Quickstart: Install Modelstar and Connect to Snowflake
In just a few minutes you can train and deploy a ML model inside your data warehouses/lakehouse.
Step #1: Install Modelstar CLI tool
To get started, let's install the Modelstar command line tool. Modelstar is written in Python and distributed through Pypi, so we can simply use pip
:
$ pip install modelstar
Modelstar has dependency on Snowflake Python Connector
, which is only compatible with Python 3.6-3.9. During our tests on M1 MacOS, we found Python 3.9 is more stable.
Step #2: Initialize a Modelstar ML Project
This step creates a local project folder, named my_project, at the location you are running this command. The folder includes modelstar.config.yaml
file, some sample data and some internal files.

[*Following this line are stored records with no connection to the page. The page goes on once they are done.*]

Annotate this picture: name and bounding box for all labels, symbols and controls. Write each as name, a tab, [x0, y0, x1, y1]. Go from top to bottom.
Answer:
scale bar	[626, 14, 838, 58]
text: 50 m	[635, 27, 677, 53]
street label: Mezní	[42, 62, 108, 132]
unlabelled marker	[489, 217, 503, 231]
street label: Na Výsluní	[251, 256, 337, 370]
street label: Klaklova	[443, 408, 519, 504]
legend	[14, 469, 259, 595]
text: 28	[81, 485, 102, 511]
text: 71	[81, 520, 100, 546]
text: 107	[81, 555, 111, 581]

$ modelstar init my_project
modelstar init <project_name>
is the base command, where <project_name> can be replaced with the name of your choice.
modelstar init .
can be used to initialize the project inside the current folder location. Running this command will create all the necessary files within the current folder location and name the project using the folder's name.
For DBT users: You can also initialize a Modelstar project inside a DBT project using modelstar init .
. A more detailed tutorial on how to use DBT to orchestrate Modelstar ML will be posted.
Step #3: Handshake with Snowflake
Config modelstar.config.yaml
This step requires manual editing of a yaml file. Find the file and open it with your favorite editor.
The modelstar.config.yaml
file is used to set and configure the parameter of modelstar. This file will also be used to enter your credentials to communicate with your data platform.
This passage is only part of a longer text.